Studies in Gender & Literature: Imagined (Im)Possibilities—Intersectionality in Literature
Intersectionality: Is it an impossible fantasy or a possible future? Does it present a viable path forward for acknowledging and addressing the realities of individuals and societies, or does it merely muddy the waters until everyone is angry at everyone else and nothing gets resolved? This course seeks to investigate (although by no means answer) these and other questions about intersectionality, especially as it pertains to gender and sexuality. Over the course of the semester, we will work to establish a set of frameworks for examining gender and sexuality, then test those frameworks on a range of intersectional modalities present in literary works spanning multiple centuries and genres, from Jane Austen and Zora Neale Hurston to Justin Torres and China Miéville. We will strive to take an unflinching look at the limitations and potential of intersectional approaches to the human condition and consider what literature can offer as both cynical critique and catalyst for change.
Horror and Rhetoric
Horror is a popular but historically marginalized genre, often creating space for writers and artists to explore difficult questions, political agendas, personal struggles, inquiries about race, disability, queer bodies, identity, history, and more. Because of this creative latitude, horror artists often employ the agency to make visible the often mysterious and terrifying parts of what makes us human. While critics of horror are typically too
distracted by blood and gore to notice the radical potential of the genre, scary stories remind us, often bluntly, that the abject is always present, just under the surface of our skin and within the hidden places of our minds. Once these feelings are externalized through the art of horror, making sense of and perhaps even coping with these fears becomes not just possible, but actively pursuable.

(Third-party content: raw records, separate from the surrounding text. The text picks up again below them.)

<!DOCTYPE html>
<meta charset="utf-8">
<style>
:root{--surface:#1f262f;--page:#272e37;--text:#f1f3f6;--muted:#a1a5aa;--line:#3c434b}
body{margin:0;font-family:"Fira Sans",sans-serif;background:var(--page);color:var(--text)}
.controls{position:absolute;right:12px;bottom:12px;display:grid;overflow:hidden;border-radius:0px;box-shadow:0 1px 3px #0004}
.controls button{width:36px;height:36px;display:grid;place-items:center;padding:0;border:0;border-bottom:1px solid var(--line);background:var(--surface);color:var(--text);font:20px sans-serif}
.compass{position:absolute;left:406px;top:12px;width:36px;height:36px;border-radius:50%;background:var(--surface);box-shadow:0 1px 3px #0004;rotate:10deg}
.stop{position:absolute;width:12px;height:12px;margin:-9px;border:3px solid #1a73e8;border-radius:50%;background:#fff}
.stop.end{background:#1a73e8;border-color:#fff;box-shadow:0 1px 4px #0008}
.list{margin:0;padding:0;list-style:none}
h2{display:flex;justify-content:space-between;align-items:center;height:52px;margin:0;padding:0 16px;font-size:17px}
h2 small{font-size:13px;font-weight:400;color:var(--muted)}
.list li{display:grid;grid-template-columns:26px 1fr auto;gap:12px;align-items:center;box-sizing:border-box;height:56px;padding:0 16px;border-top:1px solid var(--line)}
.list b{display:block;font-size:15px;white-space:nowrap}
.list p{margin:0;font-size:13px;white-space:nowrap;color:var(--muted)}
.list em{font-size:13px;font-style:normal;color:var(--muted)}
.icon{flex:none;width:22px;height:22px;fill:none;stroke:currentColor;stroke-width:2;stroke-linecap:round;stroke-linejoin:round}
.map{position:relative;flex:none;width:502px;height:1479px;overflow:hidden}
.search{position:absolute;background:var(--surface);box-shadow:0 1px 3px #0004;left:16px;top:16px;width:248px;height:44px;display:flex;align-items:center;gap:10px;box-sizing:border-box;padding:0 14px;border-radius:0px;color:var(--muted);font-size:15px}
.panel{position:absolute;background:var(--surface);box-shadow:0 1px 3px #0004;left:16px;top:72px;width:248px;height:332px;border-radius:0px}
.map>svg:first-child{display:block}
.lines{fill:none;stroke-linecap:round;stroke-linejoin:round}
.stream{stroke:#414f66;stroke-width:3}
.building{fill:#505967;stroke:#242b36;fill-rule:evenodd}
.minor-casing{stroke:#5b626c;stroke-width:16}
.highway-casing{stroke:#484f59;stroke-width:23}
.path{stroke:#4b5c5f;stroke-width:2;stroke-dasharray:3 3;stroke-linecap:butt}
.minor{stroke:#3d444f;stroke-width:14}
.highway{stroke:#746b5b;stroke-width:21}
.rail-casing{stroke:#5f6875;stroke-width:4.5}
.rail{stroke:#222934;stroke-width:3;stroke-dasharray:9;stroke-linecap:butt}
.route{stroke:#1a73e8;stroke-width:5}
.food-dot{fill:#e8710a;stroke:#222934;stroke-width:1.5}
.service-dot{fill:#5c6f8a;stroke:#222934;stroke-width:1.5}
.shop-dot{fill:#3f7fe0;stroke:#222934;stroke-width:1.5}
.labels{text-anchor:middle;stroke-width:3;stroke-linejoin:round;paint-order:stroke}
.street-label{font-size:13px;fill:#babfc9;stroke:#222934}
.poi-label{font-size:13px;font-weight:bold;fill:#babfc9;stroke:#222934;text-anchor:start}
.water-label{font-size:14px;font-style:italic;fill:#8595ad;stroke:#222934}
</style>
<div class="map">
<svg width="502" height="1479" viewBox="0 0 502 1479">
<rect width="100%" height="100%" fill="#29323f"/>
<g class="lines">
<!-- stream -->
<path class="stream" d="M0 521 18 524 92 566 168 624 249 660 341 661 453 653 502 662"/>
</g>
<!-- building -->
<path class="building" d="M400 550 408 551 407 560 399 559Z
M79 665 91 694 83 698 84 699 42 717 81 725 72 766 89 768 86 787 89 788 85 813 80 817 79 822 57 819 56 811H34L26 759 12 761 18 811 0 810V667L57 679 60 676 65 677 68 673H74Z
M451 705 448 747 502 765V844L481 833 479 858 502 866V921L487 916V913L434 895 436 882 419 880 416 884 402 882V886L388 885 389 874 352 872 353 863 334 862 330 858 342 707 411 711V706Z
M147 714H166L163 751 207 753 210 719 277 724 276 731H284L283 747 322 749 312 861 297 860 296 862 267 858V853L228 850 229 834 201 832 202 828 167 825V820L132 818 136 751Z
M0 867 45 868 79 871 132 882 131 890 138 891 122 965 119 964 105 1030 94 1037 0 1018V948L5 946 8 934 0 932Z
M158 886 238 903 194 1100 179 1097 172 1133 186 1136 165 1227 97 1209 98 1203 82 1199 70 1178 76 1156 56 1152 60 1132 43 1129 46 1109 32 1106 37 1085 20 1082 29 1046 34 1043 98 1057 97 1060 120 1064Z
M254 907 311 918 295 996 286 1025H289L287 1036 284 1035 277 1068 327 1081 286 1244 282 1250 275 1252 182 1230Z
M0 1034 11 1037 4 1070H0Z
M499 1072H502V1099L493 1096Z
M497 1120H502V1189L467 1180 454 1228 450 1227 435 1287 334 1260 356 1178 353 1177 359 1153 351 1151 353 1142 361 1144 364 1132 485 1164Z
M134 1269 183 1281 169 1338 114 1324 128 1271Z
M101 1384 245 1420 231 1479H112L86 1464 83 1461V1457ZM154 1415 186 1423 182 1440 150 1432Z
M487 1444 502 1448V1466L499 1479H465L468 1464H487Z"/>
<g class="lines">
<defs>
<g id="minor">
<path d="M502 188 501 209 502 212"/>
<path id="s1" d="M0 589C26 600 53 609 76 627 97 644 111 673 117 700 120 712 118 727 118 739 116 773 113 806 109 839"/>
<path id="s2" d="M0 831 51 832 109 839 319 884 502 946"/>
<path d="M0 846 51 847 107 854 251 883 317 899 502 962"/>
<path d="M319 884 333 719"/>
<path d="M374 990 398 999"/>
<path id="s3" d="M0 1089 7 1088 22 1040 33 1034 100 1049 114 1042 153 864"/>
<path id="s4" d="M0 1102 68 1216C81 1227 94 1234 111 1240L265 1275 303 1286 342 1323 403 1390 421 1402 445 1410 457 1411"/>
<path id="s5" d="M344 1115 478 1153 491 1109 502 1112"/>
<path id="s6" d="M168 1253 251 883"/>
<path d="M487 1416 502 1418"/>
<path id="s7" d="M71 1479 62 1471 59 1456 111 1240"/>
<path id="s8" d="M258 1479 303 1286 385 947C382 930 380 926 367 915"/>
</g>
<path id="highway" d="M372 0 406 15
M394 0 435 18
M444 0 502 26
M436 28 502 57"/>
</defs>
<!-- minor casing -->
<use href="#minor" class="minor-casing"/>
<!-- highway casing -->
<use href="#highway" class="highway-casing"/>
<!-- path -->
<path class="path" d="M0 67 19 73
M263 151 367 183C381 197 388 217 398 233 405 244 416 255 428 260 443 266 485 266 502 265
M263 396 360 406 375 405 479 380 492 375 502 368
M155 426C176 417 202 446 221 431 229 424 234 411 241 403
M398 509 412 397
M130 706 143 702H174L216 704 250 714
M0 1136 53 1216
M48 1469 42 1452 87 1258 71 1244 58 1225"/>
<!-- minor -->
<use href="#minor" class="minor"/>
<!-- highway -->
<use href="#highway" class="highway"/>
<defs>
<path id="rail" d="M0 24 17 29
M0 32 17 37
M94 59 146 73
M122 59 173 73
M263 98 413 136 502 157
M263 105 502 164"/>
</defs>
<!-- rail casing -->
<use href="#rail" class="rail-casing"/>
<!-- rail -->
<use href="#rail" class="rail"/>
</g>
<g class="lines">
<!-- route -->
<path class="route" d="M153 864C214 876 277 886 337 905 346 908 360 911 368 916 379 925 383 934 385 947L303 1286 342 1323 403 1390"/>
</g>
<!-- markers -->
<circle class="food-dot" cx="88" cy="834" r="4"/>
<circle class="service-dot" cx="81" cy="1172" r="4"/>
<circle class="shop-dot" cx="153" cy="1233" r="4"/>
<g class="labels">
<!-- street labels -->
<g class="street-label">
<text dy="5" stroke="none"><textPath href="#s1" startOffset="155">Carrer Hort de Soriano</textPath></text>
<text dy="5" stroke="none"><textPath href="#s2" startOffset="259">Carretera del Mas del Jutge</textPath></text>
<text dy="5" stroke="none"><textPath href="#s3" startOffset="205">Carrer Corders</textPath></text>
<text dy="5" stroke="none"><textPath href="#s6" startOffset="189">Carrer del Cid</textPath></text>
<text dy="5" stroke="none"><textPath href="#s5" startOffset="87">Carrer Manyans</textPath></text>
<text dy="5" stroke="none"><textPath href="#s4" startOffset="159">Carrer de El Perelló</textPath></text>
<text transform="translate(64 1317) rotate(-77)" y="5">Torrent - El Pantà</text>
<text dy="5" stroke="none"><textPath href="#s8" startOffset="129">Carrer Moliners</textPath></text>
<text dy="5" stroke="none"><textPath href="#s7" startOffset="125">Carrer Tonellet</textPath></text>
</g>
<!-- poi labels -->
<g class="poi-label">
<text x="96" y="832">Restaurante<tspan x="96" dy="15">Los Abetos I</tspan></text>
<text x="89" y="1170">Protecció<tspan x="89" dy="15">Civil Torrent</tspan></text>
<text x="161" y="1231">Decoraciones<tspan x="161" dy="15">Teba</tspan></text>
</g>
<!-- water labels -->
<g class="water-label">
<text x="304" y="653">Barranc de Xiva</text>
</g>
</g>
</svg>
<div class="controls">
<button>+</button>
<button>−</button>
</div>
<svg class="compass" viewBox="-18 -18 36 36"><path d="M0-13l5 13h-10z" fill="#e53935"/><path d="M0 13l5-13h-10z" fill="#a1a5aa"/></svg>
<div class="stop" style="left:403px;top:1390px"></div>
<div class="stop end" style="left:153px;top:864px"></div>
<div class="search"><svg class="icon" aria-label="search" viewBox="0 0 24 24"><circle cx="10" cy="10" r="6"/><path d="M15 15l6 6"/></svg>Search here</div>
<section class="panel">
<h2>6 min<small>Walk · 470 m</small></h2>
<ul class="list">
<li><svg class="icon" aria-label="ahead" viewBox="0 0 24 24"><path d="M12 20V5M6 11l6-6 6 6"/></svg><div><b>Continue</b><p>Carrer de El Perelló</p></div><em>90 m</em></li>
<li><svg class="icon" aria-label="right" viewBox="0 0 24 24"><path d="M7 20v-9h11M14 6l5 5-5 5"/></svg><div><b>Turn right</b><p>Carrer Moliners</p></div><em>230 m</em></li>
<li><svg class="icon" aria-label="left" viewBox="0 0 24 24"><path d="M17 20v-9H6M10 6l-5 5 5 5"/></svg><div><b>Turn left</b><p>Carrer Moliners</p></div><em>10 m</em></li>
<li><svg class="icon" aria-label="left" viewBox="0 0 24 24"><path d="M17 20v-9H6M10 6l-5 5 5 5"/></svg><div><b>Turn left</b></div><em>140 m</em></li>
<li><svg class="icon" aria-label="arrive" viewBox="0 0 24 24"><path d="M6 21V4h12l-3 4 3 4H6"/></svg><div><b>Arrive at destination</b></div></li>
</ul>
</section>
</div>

The primary goal of this course is to explore a single question: What makes a story scary? On its surface, that might seem like a simple question, but the rhetorical elements of horror, and its construction and production, help us connect and see our own humanity reflected back to us (or, in the case of a monster, a lack thereof). Through a study of various horror subgenres (e.g. slasher, psychological, isolation horror, eco horror, zombie, comedic horror, true crime, giallo, and more), we will examine how writers and filmmakers create their horrific moments, particularly within social, political, and economic contexts. More nuanced explorations within the genre will involve poverty, grief, xenophobia/marginalized populations, relationships, mental and physical health, and more.